6. En second lieu, aux termes de l’article L. 2144-3 du code général des collectivités territoriales : « Des locaux communaux peuvent être utilisés par les associations ou partis politiques qui en font la demande. / Le maire détermine les conditions dans lesquelles ces locaux peuvent être utilisés, compte tenu des nécessités de l’administration des propriétés communales, du fonctionnement des services et du maintien de l’ordre public. / Le conseil municipal fixe, en tant que de besoin, la contribution due à raison de cette utilisation. () ».

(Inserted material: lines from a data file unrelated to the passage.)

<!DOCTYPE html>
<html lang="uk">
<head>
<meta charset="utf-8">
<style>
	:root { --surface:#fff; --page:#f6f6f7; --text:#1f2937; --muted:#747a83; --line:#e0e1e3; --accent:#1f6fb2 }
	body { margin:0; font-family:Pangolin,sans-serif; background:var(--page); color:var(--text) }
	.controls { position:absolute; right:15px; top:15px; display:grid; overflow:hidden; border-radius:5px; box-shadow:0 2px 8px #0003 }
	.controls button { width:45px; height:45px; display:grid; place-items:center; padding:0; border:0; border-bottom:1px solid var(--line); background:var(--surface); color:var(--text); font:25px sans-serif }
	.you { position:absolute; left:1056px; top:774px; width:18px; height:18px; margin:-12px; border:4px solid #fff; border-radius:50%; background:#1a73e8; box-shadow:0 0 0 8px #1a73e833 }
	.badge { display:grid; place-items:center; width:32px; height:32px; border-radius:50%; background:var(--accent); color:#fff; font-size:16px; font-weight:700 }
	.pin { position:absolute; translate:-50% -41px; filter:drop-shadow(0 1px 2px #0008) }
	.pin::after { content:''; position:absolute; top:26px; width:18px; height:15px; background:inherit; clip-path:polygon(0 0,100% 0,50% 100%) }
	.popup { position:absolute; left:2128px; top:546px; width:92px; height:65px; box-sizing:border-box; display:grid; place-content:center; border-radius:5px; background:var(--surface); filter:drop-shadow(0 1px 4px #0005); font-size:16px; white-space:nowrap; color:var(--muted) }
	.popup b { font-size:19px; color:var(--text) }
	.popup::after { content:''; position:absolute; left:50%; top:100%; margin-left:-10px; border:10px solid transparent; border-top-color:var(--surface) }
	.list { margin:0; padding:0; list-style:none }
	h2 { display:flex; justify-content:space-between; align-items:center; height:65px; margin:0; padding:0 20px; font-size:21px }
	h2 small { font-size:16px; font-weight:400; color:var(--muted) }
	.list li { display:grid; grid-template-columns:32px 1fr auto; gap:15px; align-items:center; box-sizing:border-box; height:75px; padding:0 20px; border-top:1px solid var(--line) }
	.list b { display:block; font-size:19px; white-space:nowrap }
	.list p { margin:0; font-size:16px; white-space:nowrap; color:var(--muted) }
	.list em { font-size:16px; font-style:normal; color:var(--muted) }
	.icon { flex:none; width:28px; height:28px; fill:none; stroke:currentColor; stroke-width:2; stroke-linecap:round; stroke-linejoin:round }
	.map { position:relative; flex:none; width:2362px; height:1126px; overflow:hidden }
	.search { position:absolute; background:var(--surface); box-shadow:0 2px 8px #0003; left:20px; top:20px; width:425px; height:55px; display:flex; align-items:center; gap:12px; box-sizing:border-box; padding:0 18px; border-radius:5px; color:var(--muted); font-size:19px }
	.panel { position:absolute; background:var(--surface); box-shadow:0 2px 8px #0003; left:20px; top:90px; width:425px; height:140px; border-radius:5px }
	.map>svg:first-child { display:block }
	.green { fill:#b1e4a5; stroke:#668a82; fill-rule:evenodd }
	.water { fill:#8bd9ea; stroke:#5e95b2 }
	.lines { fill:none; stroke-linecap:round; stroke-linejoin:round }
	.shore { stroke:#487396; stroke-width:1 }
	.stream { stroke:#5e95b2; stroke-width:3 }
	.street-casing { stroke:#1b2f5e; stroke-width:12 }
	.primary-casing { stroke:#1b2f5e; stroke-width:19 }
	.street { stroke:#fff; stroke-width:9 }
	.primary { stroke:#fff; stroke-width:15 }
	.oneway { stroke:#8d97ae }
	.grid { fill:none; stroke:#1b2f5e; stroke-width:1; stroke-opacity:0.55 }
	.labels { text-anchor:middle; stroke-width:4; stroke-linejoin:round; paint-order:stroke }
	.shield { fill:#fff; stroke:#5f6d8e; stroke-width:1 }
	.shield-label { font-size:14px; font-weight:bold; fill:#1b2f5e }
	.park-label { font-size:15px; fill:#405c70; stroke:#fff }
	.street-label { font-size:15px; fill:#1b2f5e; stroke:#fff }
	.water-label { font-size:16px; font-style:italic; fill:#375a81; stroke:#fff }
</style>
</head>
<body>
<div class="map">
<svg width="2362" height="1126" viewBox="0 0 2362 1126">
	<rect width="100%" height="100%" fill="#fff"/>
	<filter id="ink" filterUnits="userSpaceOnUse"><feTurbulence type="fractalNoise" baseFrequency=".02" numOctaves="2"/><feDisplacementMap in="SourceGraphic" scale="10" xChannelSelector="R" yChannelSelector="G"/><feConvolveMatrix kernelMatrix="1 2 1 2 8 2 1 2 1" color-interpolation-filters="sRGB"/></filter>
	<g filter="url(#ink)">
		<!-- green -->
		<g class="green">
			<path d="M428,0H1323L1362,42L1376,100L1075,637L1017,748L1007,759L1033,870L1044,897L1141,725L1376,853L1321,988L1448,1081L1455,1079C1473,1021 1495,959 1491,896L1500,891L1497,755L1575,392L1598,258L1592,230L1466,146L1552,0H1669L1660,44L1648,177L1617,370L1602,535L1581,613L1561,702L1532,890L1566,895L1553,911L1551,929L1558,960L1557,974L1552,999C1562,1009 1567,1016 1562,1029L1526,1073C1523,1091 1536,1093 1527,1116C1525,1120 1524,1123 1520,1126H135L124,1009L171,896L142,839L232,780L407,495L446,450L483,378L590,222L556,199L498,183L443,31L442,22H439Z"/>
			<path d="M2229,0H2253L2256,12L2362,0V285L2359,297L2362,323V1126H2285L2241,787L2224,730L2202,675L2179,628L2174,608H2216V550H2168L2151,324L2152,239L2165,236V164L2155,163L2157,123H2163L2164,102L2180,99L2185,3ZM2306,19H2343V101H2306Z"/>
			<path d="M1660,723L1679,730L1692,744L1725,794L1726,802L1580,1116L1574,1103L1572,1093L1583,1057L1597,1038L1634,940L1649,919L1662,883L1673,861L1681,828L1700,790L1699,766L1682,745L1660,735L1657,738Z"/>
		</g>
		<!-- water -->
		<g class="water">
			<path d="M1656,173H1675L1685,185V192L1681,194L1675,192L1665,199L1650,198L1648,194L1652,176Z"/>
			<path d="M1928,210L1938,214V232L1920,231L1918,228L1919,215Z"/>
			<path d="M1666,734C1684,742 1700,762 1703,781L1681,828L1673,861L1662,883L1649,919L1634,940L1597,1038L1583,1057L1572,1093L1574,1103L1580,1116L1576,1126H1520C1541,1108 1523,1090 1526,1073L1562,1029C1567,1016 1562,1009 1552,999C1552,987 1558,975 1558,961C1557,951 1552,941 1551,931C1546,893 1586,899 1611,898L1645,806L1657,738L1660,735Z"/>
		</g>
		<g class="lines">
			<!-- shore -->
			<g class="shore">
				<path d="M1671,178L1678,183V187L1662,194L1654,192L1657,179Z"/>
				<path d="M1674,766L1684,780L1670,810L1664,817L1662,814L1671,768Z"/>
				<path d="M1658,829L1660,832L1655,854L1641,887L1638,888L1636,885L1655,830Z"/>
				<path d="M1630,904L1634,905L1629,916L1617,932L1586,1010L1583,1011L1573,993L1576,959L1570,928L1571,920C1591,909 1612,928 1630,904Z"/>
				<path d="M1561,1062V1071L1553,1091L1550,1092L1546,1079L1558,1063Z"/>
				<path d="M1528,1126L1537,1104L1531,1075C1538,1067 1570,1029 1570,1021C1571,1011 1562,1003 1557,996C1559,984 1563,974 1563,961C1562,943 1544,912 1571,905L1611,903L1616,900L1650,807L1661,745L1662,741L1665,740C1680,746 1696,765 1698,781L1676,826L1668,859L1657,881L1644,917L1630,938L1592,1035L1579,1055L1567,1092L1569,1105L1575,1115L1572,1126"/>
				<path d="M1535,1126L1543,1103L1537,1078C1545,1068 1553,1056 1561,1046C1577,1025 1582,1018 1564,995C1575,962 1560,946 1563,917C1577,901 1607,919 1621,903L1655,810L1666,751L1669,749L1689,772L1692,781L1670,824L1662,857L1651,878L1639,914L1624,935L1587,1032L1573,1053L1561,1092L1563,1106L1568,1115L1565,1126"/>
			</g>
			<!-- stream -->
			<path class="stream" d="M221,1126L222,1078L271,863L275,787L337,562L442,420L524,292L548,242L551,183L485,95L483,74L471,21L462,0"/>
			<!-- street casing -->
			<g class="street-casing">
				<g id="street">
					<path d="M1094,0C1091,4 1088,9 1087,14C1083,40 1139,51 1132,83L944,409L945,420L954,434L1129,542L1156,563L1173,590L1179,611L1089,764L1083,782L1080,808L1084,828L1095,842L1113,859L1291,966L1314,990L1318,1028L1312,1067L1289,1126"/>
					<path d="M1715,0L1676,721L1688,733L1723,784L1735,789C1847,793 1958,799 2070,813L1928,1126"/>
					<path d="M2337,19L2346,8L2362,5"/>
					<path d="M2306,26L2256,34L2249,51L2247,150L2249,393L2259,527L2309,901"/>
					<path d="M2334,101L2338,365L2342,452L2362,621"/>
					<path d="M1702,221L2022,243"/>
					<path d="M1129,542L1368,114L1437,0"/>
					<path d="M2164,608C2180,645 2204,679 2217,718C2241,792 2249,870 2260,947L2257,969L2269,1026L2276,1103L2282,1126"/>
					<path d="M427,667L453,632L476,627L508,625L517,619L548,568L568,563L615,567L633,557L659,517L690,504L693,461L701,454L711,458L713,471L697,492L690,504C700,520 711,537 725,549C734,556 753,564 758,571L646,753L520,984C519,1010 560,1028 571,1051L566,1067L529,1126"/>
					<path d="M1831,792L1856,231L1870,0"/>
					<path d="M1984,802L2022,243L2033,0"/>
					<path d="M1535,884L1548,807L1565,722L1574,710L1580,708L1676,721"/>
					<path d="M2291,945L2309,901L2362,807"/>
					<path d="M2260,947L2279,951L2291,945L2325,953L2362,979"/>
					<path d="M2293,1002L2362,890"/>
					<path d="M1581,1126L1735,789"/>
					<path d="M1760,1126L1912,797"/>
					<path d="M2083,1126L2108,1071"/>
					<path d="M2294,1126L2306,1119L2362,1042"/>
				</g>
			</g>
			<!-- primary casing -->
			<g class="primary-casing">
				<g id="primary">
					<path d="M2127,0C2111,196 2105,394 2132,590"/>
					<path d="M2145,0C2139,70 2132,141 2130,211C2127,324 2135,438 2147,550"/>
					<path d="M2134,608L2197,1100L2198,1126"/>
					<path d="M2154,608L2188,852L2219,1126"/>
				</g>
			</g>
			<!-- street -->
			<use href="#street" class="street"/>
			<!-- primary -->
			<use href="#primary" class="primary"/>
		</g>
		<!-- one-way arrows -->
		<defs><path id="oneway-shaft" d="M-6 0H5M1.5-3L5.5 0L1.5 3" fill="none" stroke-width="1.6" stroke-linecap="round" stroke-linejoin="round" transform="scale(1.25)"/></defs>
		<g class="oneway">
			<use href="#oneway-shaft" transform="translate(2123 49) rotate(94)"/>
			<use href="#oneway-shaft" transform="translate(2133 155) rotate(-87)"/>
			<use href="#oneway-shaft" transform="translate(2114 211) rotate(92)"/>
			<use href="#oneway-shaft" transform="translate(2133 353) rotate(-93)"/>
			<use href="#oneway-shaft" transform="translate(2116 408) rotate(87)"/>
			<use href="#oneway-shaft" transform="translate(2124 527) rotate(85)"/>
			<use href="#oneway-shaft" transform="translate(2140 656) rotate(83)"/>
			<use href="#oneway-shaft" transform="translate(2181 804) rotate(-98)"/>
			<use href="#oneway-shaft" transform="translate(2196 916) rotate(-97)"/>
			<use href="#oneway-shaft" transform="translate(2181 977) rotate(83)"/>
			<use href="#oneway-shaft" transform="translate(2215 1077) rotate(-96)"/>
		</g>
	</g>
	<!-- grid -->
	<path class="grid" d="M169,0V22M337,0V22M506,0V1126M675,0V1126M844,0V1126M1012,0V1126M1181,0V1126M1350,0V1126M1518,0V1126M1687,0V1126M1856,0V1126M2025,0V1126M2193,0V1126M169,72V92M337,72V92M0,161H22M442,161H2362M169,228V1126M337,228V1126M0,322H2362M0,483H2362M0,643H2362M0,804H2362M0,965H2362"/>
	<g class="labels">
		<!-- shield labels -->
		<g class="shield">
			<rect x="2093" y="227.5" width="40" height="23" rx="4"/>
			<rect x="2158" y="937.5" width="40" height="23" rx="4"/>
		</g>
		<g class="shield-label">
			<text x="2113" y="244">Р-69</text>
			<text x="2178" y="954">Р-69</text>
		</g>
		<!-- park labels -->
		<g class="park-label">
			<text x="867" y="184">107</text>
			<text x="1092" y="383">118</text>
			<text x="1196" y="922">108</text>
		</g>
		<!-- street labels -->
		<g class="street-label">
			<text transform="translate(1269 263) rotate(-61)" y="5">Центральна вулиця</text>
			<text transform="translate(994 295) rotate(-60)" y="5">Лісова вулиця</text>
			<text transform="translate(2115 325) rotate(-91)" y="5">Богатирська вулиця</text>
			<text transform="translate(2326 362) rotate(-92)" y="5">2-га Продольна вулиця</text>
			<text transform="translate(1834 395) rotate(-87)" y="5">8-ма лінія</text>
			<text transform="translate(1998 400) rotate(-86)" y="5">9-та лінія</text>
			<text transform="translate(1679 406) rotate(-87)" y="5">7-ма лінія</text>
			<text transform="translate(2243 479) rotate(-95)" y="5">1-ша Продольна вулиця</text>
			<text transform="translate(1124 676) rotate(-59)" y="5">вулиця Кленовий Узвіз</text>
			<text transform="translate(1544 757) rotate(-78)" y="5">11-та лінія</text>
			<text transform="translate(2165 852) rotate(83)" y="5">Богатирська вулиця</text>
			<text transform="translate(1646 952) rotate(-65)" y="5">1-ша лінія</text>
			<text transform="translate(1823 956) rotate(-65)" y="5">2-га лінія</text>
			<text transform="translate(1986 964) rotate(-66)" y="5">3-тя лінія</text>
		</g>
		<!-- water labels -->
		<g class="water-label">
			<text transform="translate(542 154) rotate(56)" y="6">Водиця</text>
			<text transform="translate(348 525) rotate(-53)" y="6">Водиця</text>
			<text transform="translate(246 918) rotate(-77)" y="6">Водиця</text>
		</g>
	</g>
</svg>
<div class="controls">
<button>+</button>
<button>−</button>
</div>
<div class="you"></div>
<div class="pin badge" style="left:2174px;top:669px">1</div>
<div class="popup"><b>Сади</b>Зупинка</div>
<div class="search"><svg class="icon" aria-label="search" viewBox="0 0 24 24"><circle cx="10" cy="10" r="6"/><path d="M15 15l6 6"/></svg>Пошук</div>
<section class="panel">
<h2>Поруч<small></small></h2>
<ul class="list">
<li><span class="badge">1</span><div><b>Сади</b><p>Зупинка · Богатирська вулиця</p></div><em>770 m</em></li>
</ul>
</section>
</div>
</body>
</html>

7. Il ne résulte pas de la décision du maire d’Ambert que ce dernier aurait entendu interdire la réunion prévue par les requérantes. En particulier, alors même que cette réunion serait organisée sous l’égide d’une association, il ne résulte pas de l’instruction, ni n’est au demeurant soulevé, ni établi, qu’en exigeant la signature d’une convention de location fixant le paiement d’une redevance de 500 euros pour la salle de conférence susceptible d’accueillir 167 personnes, dont le montant reste raisonnable et prévoyant l’assistance d’un agent du service de sécurité incendie et d’assistance aux personnes de niveau 1 (SSIAP 1) pour assurer la sécurité des personnes en cas d’accident, le maire aurait méconnu les dispositions précitées de l’article L. 2144-3 du code général des collectivités territoriales et aurait entaché sa décision d’un détournement de pouvoir dans le seul but de faire échec au projet des requérantes en portant ainsi atteinte au respect de la liberté de réunion.
8. Il résulte de tout ce qui précède que les conclusions tendant à l’application des dispositions de l’article L. 521-2 du code de justice administrative présentées par Mme F et Mme A doivent être rejetées selon la procédure prévue à l’article L. 522-3 du code de justice administrative, dès lors qu’elle ne remplit pas les conditions tenant à l’urgence et à la sauvegarde d’une liberté fondamentale, qui sont au surplus cumulatives, posées par les dispositions précitées de l’article L. 521-2 du code de justice administrative.
O R D O N N E :
Article 1er : La requête de Mme F et de Mme A est rejetée.
Article 2 : La présente ordonnance sera notifiée à Mme B F, première dénommée pour l’ensemble des requérantes.
Fait à Clermont-Ferrand, le 13 juin 2025.
Le juge des référés,
M. G
La République mande et ordonne au préfet du Puy-de-Dôme en ce qui le concerne ou à tous commissaires de justice à ce requis en ce qui concerne les voies de droit commun contre les parties privées, de pourvoir à l’exécution de la présente décision.